Probó todas las medicinas caseras de la familia, que se esmeraba en complacerla.

La posguerra fue larga en Europa, y la neutralidad de Dinamarca había favorecido su economía, ya que los países vecinos —diezmados humana y económicamente— no competían por los mercados que habían conquistado los daneses. Aun así, viendo que su familia tenía una mejor situación económica, Nellie sentía que ese no era su lugar. Terminó de confirmarlo al no encontrar a Hans, su exesposo y padre de Margarita, que estaba de viaje.

El 23 de abril de 1924, partieron nuevamente hacia Buenos Aires, a esa ciudad que no dormía y que las esperaba en medio de sombreros y poetas gloriosos. Por segunda vez en sus vidas, La Sirenita del puerto les dijo adiós.

Sin embargo, esta vez el trayecto era diferente: zarparon hacia Southampton, Inglaterra, en una embarcación menor, y desde allí, a América, a bordo del Almanzora, un barco de la Royal Mail Steam Packet Company8,XXIII. El Almanzora hacía escala en San Pablo, donde Madame Fontaine le había contado a Nellie que estaba el serpentario más impresionante del mundo.

Los primeros días de viaje casi no salieron a cubierta, a Nellie le preocupaba la salud de Margarita. Esta vez tenían un camarote privado en segunda clase, con un ojo de buey que permitía ventilar y ver el exterior, de manera que las salidas eran al cuarto de baño y al comedor.

Ya en alta mar, una tarde de sol, madre e hija se abrigaron para recorrer el barco. Margarita estaba entusiasmada de jugar con otros niños y Nellie por entablar conversaciones con adultos. Con sus gorros de piel y manguitos para protegerse del frío, caminaron en dirección al puente de mando.

Johannes las vio acercarse y dejó su trabajo un instante. Su experiencia en otros barcos le dio la posibilidad de permanecer más tiempo en cubierta, porque podía ayudar. Si no, los pasajeros de tercera clase tenían contados los minutos de aire libre y recreación. Sus conocimientos le valieron para obtener un lugar más cómodo si se encargaba de algunas tareas de mantenimiento.

Margarita inició la conversación diciendo que en Dinamarca hacía mucho frío y que ella y su mamá se volvían a la casa de los sombreros de Buenos Aires.
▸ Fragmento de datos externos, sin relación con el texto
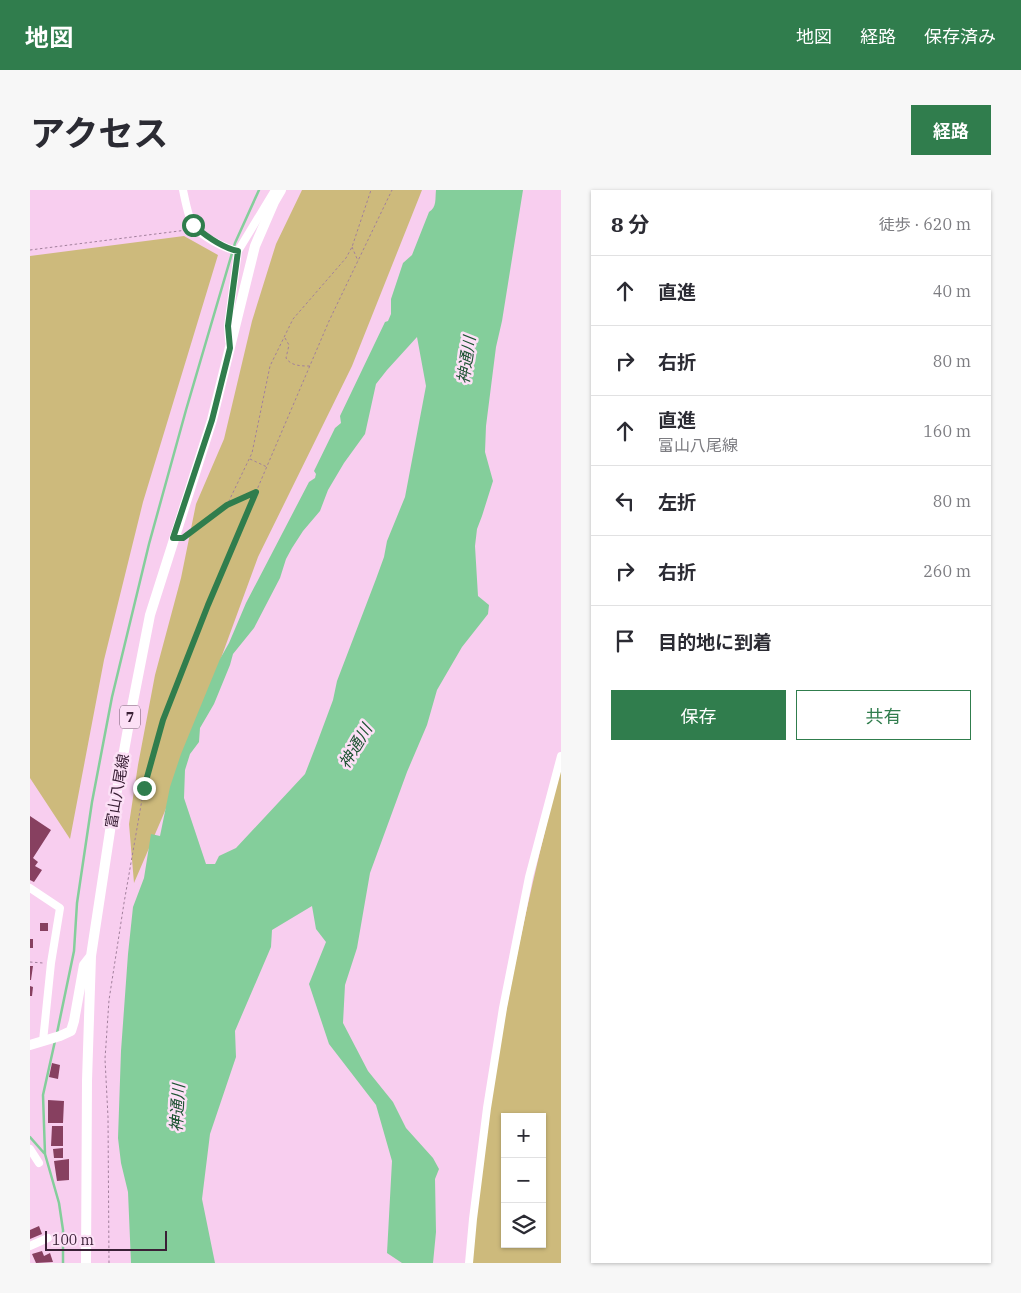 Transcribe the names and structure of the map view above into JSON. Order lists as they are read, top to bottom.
{
  "streets": {
    "main road": ["7", "富山八尾線"]
  },
  "water": ["神通川"],
  "scale_bar": "100 m",
  "page": {
    "header": "地図",
    "nav": ["地図", "経路", "保存済み"],
    "title": "アクセス",
    "buttons": [
      "経路",
      ["保存", "共有"]
    ],
    "heading": ["8 分", "徒歩 · 620 m"],
    "list": [
      ["直進", "40 m"],
      ["右折", "80 m"],
      ["直進", "富山八尾線", "160 m"],
      ["左折", "80 m"],
      ["右折", "260 m"],
      "目的地に到着"
    ],
    "map_buttons": ["+", "−"],
    "scale": "100 m"
  }
}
Suficiente información para abrir una amena plática que se dio cita cada tarde en la cubierta, cuando el clima lo permitía. Ambos, Nellie y Johannes, habían nacido en la isla de Sjælland, por lo que compartieron rápidamente historias y conocidos comunes.

Johannes le habló de sus planes en la Argentina, de sus sueños de sembrar la tierra y ver crecer su propio bosque de árboles. Nellie le describió el atelier de Madame Fontaine y capturó su atención cuando le contó de la Patagonia y la inmensidad de esa naturaleza que el danés quería conocer.

Cuando faltaban dos días para arribar al puerto de Santos, en Brasil, y unos siete para llegar a Buenos Aires, Nellie dijo que quería bajar a tierra y visitar en las afueras de la ciudad brasileña el famoso serpentario. El barco permitía a los pasajeros de primera y segunda clase pasear unas horas antes de seguir hacia su destino.

—Johannes, con Titte vamos a bajar en el puerto, quiero conocer un parque, ¿quiere venir con nosotras? —invitó Nellie.

—¡No pensaba dejarlas solas en este país, cuando me contaste tu plan, ya me había apuntado! —respondió.